Collected data
┄┄┄┄┄┄┄┄┄┄┄┄┄┄┄┄┄┄┄┄

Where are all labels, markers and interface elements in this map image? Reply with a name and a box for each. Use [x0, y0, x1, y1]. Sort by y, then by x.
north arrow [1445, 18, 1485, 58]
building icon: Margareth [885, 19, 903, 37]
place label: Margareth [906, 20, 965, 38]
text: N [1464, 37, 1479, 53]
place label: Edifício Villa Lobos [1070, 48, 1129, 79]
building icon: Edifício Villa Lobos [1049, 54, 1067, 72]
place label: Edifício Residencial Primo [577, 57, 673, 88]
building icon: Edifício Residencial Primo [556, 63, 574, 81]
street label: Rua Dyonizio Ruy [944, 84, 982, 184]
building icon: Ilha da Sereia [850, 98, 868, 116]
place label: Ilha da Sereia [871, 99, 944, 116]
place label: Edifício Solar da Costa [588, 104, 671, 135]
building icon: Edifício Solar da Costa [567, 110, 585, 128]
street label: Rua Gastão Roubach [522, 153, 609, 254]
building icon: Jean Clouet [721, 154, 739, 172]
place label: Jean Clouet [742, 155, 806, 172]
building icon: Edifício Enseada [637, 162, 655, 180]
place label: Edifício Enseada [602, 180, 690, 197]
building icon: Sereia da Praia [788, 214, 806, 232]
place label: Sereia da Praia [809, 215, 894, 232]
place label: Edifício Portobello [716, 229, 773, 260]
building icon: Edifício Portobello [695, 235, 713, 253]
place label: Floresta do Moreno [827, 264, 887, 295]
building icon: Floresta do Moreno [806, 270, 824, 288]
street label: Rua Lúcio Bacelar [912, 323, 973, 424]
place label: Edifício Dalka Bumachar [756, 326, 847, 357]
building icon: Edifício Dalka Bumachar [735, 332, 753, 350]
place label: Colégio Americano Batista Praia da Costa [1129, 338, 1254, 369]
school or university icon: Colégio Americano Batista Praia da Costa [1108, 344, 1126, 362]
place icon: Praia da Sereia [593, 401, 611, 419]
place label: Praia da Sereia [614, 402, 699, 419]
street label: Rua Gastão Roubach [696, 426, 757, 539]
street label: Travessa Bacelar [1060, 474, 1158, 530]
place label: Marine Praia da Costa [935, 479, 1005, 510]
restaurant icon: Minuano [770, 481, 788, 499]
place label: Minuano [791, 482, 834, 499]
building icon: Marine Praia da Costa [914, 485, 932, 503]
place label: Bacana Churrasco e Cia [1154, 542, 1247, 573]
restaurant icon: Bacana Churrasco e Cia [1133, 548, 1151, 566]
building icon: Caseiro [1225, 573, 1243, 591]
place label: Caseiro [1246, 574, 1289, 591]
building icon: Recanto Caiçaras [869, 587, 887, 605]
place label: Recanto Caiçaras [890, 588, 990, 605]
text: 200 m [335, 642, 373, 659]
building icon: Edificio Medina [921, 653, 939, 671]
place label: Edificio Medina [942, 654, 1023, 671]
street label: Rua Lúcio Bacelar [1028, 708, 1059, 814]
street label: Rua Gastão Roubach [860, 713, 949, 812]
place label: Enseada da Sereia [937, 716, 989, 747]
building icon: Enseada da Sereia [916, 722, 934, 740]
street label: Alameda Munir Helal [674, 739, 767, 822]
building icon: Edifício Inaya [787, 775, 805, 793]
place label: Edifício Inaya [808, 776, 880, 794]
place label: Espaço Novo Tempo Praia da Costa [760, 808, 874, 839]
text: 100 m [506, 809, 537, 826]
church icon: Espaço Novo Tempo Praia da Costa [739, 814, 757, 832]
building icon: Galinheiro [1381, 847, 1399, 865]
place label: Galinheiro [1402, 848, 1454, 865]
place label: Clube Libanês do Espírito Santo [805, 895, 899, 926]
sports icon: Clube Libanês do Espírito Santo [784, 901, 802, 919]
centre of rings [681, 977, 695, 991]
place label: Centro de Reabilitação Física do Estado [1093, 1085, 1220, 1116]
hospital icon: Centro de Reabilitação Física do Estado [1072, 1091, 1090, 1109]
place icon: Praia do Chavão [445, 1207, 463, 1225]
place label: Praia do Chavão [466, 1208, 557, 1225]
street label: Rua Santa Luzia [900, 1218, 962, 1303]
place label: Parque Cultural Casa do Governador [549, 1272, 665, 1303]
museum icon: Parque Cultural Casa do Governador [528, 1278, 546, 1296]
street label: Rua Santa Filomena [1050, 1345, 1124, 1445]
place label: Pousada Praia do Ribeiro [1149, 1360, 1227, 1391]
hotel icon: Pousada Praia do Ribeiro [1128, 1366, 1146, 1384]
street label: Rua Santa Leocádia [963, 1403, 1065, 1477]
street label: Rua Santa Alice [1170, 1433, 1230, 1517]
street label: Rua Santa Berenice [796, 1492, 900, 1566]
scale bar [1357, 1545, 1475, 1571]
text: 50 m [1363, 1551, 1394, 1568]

┄┄┄┄┄┄┄┄┄┄┄┄┄┄┄┄┄┄┄┄

DESCRIPTION OF THE TASK: The task requires each record above to be restated exactly.

RESULT OF THIS TASK:
Where are all labels, markers and interface elements in this map image? Reply with a name and a box for each. Use [x0, y0, x1, y1]. Sort by y, then by x.
north arrow [1445, 18, 1485, 58]
building icon: Margareth [885, 19, 903, 37]
place label: Margareth [906, 20, 965, 38]
text: N [1464, 37, 1479, 53]
place label: Edifício Villa Lobos [1070, 48, 1129, 79]
building icon: Edifício Villa Lobos [1049, 54, 1067, 72]
place label: Edifício Residencial Primo [577, 57, 673, 88]
building icon: Edifício Residencial Primo [556, 63, 574, 81]
street label: Rua Dyonizio Ruy [944, 84, 982, 184]
building icon: Ilha da Sereia [850, 98, 868, 116]
place label: Ilha da Sereia [871, 99, 944, 116]
place label: Edifício Solar da Costa [588, 104, 671, 135]
building icon: Edifício Solar da Costa [567, 110, 585, 128]
street label: Rua Gastão Roubach [522, 153, 609, 254]
building icon: Jean Clouet [721, 154, 739, 172]
place label: Jean Clouet [742, 155, 806, 172]
building icon: Edifício Enseada [637, 162, 655, 180]
place label: Edifício Enseada [602, 180, 690, 197]
building icon: Sereia da Praia [788, 214, 806, 232]
place label: Sereia da Praia [809, 215, 894, 232]
place label: Edifício Portobello [716, 229, 773, 260]
building icon: Edifício Portobello [695, 235, 713, 253]
place label: Floresta do Moreno [827, 264, 887, 295]
building icon: Floresta do Moreno [806, 270, 824, 288]
street label: Rua Lúcio Bacelar [912, 323, 973, 424]
place label: Edifício Dalka Bumachar [756, 326, 847, 357]
building icon: Edifício Dalka Bumachar [735, 332, 753, 350]
place label: Colégio Americano Batista Praia da Costa [1129, 338, 1254, 369]
school or university icon: Colégio Americano Batista Praia da Costa [1108, 344, 1126, 362]
place icon: Praia da Sereia [593, 401, 611, 419]
place label: Praia da Sereia [614, 402, 699, 419]
street label: Rua Gastão Roubach [696, 426, 757, 539]
street label: Travessa Bacelar [1060, 474, 1158, 530]
place label: Marine Praia da Costa [935, 479, 1005, 510]
restaurant icon: Minuano [770, 481, 788, 499]
place label: Minuano [791, 482, 834, 499]
building icon: Marine Praia da Costa [914, 485, 932, 503]
place label: Bacana Churrasco e Cia [1154, 542, 1247, 573]
restaurant icon: Bacana Churrasco e Cia [1133, 548, 1151, 566]
building icon: Caseiro [1225, 573, 1243, 591]
place label: Caseiro [1246, 574, 1289, 591]
building icon: Recanto Caiçaras [869, 587, 887, 605]
place label: Recanto Caiçaras [890, 588, 990, 605]
text: 200 m [335, 642, 373, 659]
building icon: Edificio Medina [921, 653, 939, 671]
place label: Edificio Medina [942, 654, 1023, 671]
street label: Rua Lúcio Bacelar [1028, 708, 1059, 814]
street label: Rua Gastão Roubach [860, 713, 949, 812]
place label: Enseada da Sereia [937, 716, 989, 747]
building icon: Enseada da Sereia [916, 722, 934, 740]
street label: Alameda Munir Helal [674, 739, 767, 822]
building icon: Edifício Inaya [787, 775, 805, 793]
place label: Edifício Inaya [808, 776, 880, 794]
place label: Espaço Novo Tempo Praia da Costa [760, 808, 874, 839]
text: 100 m [506, 809, 537, 826]
church icon: Espaço Novo Tempo Praia da Costa [739, 814, 757, 832]
building icon: Galinheiro [1381, 847, 1399, 865]
place label: Galinheiro [1402, 848, 1454, 865]
place label: Clube Libanês do Espírito Santo [805, 895, 899, 926]
sports icon: Clube Libanês do Espírito Santo [784, 901, 802, 919]
centre of rings [681, 977, 695, 991]
place label: Centro de Reabilitação Física do Estado [1093, 1085, 1220, 1116]
hospital icon: Centro de Reabilitação Física do Estado [1072, 1091, 1090, 1109]
place icon: Praia do Chavão [445, 1207, 463, 1225]
place label: Praia do Chavão [466, 1208, 557, 1225]
street label: Rua Santa Luzia [900, 1218, 962, 1303]
place label: Parque Cultural Casa do Governador [549, 1272, 665, 1303]
museum icon: Parque Cultural Casa do Governador [528, 1278, 546, 1296]
street label: Rua Santa Filomena [1050, 1345, 1124, 1445]
place label: Pousada Praia do Ribeiro [1149, 1360, 1227, 1391]
hotel icon: Pousada Praia do Ribeiro [1128, 1366, 1146, 1384]
street label: Rua Santa Leocádia [963, 1403, 1065, 1477]
street label: Rua Santa Alice [1170, 1433, 1230, 1517]
street label: Rua Santa Berenice [796, 1492, 900, 1566]
scale bar [1357, 1545, 1475, 1571]
text: 50 m [1363, 1551, 1394, 1568]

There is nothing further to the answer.